Directions: Reproduce the data exactly. Omit no record.

Information shown below:

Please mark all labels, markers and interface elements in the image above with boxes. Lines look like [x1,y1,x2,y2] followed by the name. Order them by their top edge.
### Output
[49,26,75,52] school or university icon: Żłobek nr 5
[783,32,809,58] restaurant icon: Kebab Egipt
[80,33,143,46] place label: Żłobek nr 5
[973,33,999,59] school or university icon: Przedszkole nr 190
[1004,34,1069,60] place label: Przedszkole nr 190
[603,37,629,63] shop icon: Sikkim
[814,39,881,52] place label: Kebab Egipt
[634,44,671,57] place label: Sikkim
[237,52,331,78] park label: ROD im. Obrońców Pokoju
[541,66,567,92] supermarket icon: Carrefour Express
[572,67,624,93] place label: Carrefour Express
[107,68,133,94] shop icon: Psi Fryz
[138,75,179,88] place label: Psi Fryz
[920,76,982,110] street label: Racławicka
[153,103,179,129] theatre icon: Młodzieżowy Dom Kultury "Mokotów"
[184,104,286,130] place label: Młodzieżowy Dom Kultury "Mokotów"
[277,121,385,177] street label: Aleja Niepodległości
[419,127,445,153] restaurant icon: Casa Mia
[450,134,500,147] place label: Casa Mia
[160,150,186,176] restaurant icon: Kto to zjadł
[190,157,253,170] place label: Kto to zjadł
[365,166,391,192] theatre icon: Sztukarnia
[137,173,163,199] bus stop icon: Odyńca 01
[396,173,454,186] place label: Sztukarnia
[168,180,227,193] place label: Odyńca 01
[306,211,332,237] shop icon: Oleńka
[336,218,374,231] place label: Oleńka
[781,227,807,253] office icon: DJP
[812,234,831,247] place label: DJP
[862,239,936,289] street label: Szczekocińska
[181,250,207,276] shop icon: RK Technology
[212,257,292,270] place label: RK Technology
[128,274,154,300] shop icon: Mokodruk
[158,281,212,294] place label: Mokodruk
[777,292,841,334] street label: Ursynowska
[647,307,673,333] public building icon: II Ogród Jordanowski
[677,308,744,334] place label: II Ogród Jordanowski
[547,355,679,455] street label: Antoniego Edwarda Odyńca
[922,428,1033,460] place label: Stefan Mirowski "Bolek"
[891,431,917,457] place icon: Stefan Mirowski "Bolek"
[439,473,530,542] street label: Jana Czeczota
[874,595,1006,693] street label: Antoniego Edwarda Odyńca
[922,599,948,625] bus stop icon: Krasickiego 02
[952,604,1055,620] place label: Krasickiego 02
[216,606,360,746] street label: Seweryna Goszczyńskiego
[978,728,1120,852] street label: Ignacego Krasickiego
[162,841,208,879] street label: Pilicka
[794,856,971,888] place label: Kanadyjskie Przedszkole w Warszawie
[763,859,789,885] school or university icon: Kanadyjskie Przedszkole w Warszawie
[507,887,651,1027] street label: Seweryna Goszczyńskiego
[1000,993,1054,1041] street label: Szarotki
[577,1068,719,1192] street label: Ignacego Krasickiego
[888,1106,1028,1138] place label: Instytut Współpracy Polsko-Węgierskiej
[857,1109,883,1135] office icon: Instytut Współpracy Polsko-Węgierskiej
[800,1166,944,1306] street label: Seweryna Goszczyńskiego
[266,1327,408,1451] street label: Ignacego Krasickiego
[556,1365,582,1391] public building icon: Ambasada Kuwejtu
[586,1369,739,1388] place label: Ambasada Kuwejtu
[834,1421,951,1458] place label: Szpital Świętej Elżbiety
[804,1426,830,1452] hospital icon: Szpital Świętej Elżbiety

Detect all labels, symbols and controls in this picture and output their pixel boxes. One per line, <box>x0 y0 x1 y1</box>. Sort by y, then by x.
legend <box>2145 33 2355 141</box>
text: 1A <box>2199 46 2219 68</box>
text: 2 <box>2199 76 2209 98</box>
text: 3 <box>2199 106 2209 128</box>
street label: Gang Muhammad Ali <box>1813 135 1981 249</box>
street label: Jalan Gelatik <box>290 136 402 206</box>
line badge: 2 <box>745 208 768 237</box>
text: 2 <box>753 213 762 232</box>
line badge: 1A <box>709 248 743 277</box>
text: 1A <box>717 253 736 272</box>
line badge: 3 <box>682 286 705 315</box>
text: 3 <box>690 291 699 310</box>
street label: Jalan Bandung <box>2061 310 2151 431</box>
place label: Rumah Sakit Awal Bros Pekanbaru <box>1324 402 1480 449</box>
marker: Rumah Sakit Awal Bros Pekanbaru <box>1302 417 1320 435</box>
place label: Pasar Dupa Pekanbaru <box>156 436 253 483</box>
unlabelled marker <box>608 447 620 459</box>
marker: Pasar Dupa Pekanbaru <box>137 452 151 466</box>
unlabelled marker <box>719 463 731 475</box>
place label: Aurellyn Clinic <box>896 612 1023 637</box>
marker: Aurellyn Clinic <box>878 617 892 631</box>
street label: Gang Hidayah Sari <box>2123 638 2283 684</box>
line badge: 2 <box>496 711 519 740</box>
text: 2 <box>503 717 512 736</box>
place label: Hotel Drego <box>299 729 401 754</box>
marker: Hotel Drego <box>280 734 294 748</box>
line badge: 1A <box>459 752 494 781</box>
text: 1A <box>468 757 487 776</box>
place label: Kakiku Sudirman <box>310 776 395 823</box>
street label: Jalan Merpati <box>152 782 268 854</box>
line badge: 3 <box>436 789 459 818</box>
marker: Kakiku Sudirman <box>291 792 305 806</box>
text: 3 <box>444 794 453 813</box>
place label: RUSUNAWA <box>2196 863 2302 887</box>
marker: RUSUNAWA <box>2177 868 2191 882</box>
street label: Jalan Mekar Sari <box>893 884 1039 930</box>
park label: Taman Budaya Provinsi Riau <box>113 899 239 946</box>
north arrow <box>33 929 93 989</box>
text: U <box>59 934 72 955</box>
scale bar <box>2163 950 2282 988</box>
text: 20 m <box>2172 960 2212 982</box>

End of Information shown.

The answer:
Please mark all labels, markers and interface elements in the image above with boxes. Lines look like [x1,y1,x2,y2] followed by the name. Order them by their top edge.
### Output
[49,26,75,52] school or university icon: Żłobek nr 5
[783,32,809,58] restaurant icon: Kebab Egipt
[80,33,143,46] place label: Żłobek nr 5
[973,33,999,59] school or university icon: Przedszkole nr 190
[1004,34,1069,60] place label: Przedszkole nr 190
[603,37,629,63] shop icon: Sikkim
[814,39,881,52] place label: Kebab Egipt
[634,44,671,57] place label: Sikkim
[237,52,331,78] park label: ROD im. Obrońców Pokoju
[541,66,567,92] supermarket icon: Carrefour Express
[572,67,624,93] place label: Carrefour Express
[107,68,133,94] shop icon: Psi Fryz
[138,75,179,88] place label: Psi Fryz
[920,76,982,110] street label: Racławicka
[153,103,179,129] theatre icon: Młodzieżowy Dom Kultury "Mokotów"
[184,104,286,130] place label: Młodzieżowy Dom Kultury "Mokotów"
[277,121,385,177] street label: Aleja Niepodległości
[419,127,445,153] restaurant icon: Casa Mia
[450,134,500,147] place label: Casa Mia
[160,150,186,176] restaurant icon: Kto to zjadł
[190,157,253,170] place label: Kto to zjadł
[365,166,391,192] theatre icon: Sztukarnia
[137,173,163,199] bus stop icon: Odyńca 01
[396,173,454,186] place label: Sztukarnia
[168,180,227,193] place label: Odyńca 01
[306,211,332,237] shop icon: Oleńka
[336,218,374,231] place label: Oleńka
[781,227,807,253] office icon: DJP
[812,234,831,247] place label: DJP
[862,239,936,289] street label: Szczekocińska
[181,250,207,276] shop icon: RK Technology
[212,257,292,270] place label: RK Technology
[128,274,154,300] shop icon: Mokodruk
[158,281,212,294] place label: Mokodruk
[777,292,841,334] street label: Ursynowska
[647,307,673,333] public building icon: II Ogród Jordanowski
[677,308,744,334] place label: II Ogród Jordanowski
[547,355,679,455] street label: Antoniego Edwarda Odyńca
[922,428,1033,460] place label: Stefan Mirowski "Bolek"
[891,431,917,457] place icon: Stefan Mirowski "Bolek"
[439,473,530,542] street label: Jana Czeczota
[874,595,1006,693] street label: Antoniego Edwarda Odyńca
[922,599,948,625] bus stop icon: Krasickiego 02
[952,604,1055,620] place label: Krasickiego 02
[216,606,360,746] street label: Seweryna Goszczyńskiego
[978,728,1120,852] street label: Ignacego Krasickiego
[162,841,208,879] street label: Pilicka
[794,856,971,888] place label: Kanadyjskie Przedszkole w Warszawie
[763,859,789,885] school or university icon: Kanadyjskie Przedszkole w Warszawie
[507,887,651,1027] street label: Seweryna Goszczyńskiego
[1000,993,1054,1041] street label: Szarotki
[577,1068,719,1192] street label: Ignacego Krasickiego
[888,1106,1028,1138] place label: Instytut Współpracy Polsko-Węgierskiej
[857,1109,883,1135] office icon: Instytut Współpracy Polsko-Węgierskiej
[800,1166,944,1306] street label: Seweryna Goszczyńskiego
[266,1327,408,1451] street label: Ignacego Krasickiego
[556,1365,582,1391] public building icon: Ambasada Kuwejtu
[586,1369,739,1388] place label: Ambasada Kuwejtu
[834,1421,951,1458] place label: Szpital Świętej Elżbiety
[804,1426,830,1452] hospital icon: Szpital Świętej Elżbiety

Detect all labels, symbols and controls in this picture and output their pixel boxes. One per line, <box>x0 y0 x1 y1</box>. Sort by y, then by x.
legend <box>2145 33 2355 141</box>
text: 1A <box>2199 46 2219 68</box>
text: 2 <box>2199 76 2209 98</box>
text: 3 <box>2199 106 2209 128</box>
street label: Gang Muhammad Ali <box>1813 135 1981 249</box>
street label: Jalan Gelatik <box>290 136 402 206</box>
line badge: 2 <box>745 208 768 237</box>
text: 2 <box>753 213 762 232</box>
line badge: 1A <box>709 248 743 277</box>
text: 1A <box>717 253 736 272</box>
line badge: 3 <box>682 286 705 315</box>
text: 3 <box>690 291 699 310</box>
street label: Jalan Bandung <box>2061 310 2151 431</box>
place label: Rumah Sakit Awal Bros Pekanbaru <box>1324 402 1480 449</box>
marker: Rumah Sakit Awal Bros Pekanbaru <box>1302 417 1320 435</box>
place label: Pasar Dupa Pekanbaru <box>156 436 253 483</box>
unlabelled marker <box>608 447 620 459</box>
marker: Pasar Dupa Pekanbaru <box>137 452 151 466</box>
unlabelled marker <box>719 463 731 475</box>
place label: Aurellyn Clinic <box>896 612 1023 637</box>
marker: Aurellyn Clinic <box>878 617 892 631</box>
street label: Gang Hidayah Sari <box>2123 638 2283 684</box>
line badge: 2 <box>496 711 519 740</box>
text: 2 <box>503 717 512 736</box>
place label: Hotel Drego <box>299 729 401 754</box>
marker: Hotel Drego <box>280 734 294 748</box>
line badge: 1A <box>459 752 494 781</box>
text: 1A <box>468 757 487 776</box>
place label: Kakiku Sudirman <box>310 776 395 823</box>
street label: Jalan Merpati <box>152 782 268 854</box>
line badge: 3 <box>436 789 459 818</box>
marker: Kakiku Sudirman <box>291 792 305 806</box>
text: 3 <box>444 794 453 813</box>
place label: RUSUNAWA <box>2196 863 2302 887</box>
marker: RUSUNAWA <box>2177 868 2191 882</box>
street label: Jalan Mekar Sari <box>893 884 1039 930</box>
park label: Taman Budaya Provinsi Riau <box>113 899 239 946</box>
north arrow <box>33 929 93 989</box>
text: U <box>59 934 72 955</box>
scale bar <box>2163 950 2282 988</box>
text: 20 m <box>2172 960 2212 982</box>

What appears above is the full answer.